Saved data entries:
'''
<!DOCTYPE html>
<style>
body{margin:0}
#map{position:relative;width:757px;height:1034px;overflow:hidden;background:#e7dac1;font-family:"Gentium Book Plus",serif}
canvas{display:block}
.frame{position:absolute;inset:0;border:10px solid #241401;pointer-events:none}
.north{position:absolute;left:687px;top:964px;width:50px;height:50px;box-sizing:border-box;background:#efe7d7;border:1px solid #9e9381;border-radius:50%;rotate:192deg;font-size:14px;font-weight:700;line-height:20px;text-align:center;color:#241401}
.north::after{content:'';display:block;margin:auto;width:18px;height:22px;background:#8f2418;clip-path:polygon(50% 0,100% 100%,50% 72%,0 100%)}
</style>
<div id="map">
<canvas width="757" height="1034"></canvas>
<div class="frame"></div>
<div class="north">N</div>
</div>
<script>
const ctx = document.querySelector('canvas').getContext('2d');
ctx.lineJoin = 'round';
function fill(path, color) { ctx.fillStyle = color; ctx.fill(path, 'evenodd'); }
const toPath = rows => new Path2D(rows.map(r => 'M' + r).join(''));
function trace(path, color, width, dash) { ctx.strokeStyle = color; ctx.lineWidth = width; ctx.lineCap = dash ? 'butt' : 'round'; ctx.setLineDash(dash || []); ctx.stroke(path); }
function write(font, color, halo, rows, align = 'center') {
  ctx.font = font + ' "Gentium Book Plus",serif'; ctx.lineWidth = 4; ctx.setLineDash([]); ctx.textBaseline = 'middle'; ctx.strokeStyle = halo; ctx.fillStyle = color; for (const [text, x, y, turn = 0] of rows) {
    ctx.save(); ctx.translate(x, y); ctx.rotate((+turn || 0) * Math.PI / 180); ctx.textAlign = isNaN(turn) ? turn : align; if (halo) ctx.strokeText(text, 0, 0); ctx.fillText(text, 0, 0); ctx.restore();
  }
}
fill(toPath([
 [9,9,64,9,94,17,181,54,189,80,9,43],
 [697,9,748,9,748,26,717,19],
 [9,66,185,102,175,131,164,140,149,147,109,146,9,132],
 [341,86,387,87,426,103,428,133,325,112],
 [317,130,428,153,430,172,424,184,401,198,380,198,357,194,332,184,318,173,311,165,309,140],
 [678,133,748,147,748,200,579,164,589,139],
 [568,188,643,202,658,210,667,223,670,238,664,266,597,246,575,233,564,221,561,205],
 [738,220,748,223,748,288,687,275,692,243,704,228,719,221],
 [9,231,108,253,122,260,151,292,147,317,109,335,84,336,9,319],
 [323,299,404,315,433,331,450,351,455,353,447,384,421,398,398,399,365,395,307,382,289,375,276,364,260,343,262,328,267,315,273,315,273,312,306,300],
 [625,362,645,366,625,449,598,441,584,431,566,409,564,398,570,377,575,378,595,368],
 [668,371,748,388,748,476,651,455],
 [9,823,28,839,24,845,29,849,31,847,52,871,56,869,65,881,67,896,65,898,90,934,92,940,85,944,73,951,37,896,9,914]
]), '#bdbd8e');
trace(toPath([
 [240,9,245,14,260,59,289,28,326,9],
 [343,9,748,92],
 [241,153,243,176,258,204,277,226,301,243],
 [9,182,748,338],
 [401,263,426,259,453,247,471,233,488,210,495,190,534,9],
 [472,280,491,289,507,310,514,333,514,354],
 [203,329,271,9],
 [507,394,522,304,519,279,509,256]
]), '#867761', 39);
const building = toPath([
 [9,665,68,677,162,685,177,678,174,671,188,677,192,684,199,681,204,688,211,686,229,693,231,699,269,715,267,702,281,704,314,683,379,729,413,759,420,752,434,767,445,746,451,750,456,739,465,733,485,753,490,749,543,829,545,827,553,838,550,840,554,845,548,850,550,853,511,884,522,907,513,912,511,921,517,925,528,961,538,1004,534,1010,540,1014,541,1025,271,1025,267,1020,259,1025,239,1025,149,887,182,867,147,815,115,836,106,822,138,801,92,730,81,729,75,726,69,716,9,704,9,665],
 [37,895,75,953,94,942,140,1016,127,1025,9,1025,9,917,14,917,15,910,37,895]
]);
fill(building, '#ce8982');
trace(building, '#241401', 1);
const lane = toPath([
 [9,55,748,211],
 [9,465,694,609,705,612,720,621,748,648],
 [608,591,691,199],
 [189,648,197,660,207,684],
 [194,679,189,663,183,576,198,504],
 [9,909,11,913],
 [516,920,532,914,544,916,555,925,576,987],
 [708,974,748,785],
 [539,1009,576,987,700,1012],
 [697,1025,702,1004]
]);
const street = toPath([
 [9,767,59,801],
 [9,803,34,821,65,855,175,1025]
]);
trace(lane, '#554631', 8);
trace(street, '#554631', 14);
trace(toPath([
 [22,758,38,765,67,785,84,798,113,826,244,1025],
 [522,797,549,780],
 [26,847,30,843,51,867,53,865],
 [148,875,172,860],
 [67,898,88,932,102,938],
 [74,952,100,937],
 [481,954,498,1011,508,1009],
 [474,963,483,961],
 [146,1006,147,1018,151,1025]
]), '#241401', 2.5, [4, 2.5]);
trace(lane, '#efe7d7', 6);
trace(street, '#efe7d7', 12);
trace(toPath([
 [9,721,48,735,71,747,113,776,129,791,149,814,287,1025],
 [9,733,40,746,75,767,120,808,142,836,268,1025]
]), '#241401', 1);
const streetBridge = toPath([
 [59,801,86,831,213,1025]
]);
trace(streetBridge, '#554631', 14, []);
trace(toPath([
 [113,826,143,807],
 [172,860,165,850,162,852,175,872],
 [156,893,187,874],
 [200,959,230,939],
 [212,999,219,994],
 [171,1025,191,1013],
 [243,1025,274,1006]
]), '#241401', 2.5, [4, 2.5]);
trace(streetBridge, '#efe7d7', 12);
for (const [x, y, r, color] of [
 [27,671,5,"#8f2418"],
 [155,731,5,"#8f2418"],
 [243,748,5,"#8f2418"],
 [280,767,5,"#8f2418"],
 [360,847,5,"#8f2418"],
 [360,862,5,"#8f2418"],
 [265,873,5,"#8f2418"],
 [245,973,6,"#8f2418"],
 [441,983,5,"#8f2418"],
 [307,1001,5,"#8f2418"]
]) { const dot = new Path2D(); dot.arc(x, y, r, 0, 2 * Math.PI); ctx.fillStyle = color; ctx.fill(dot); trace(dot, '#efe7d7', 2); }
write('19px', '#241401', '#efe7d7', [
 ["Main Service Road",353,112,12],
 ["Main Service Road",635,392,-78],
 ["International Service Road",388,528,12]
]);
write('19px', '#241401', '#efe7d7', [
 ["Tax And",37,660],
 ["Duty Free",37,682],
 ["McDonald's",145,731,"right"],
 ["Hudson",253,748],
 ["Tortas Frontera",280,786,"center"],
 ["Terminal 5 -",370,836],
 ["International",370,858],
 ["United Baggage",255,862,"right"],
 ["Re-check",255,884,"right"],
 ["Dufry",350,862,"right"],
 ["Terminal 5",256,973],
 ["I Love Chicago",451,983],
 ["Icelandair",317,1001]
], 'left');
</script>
'''
| TASK TO COMPLETE |
Which lines above carry the string "strokeStyle"? Copy those lines.

| ANSWER TO THE PROBLEM |
function trace(path, color, width, dash) { ctx.strokeStyle = color; ctx.lineWidth = width; ctx.lineCap = dash ? 'butt' : 'round'; ctx.setLineDash(dash || []); ctx.stroke(path); }
  ctx.font = font + ' "Gentium Book Plus",serif'; ctx.lineWidth = 4; ctx.setLineDash([]); ctx.textBaseline = 'middle'; ctx.strokeStyle = halo; ctx.fillStyle = color; for (const [text, x, y, turn = 0] of rows) {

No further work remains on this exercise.